Lyakh’s undoubted predilection for ‘pragmatic task’ over ‘statement’, her no less obvious recognition of the artist’s mind as the only reality, her free use of the possibilities of video art medium give a clear evidence that her works can be attributed to contemporary art.

As to Nataliya Lyakh’s background, her investigations in neurolingustics not only inspire respect but characterize her as the contemporary of the time that obliges an artist to educate himself and go beyond reflection, out into the world of multiple interactions driven by sign, biology and physiology. Which happens to be the research interests of Nataliya Lyakh the scientist.

It’s another matter that playing a new role in the same grounds, Lyakh the artist behaves herself with feasible looseness, not seeing it fit to present her artworks as illustrations of some theoretical constructions and ideas. As to her own ideas, she expresses and puts them into life with consistent independence.
One of such ideas is literally phrased as an image of darkness as a synonym of collective consciousness and a ‘cone of light’ representing an individual, artistic mind.

The explanation of inevitable fear of darkness as originating in man’s ability to populate it with phantoms, is deflated with cruel irony.
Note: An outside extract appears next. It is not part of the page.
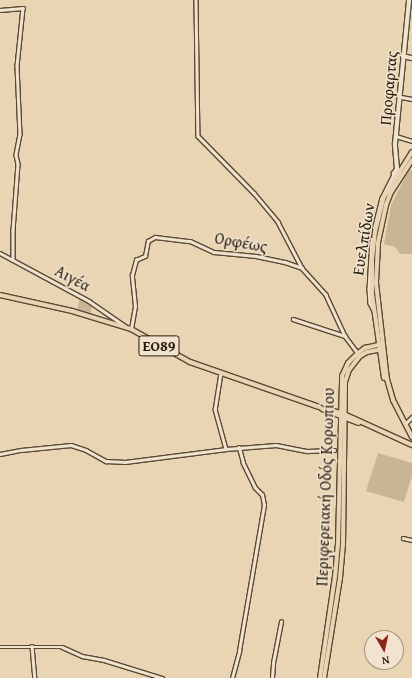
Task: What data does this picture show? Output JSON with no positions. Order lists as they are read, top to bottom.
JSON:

One needs to just pull out of darkness the first object caught by the lens. It can be, for example, a match box, and what’s frightening is rather the persistence of its shadow that turns out to be far more real than the object itself.

Nataliya Lyakh’s favorite theme is the enigmatic ability of substance to be completely unrecognizable. Ski tracks on the snow turn out to be kin to the world of prokaryotic micro-organisms, the ones we patronizingly name bacteria. A crumpled sheet of paper equals to a mountain peak bathing in the sun rays. The gas and dust of the Galaxy’s interstellar matter are discovered in a garbage bag.

Tatyana Chernigovskaya, a prominent Russian biologist, linguist and psychologist, commented in her writings about qualitative differences between human cerebral hemispheres: ‘it remains, however, unclear, what perceptual unity involves, what exactly is analyzed and in what way’. Could it be that her student is looking for an answer?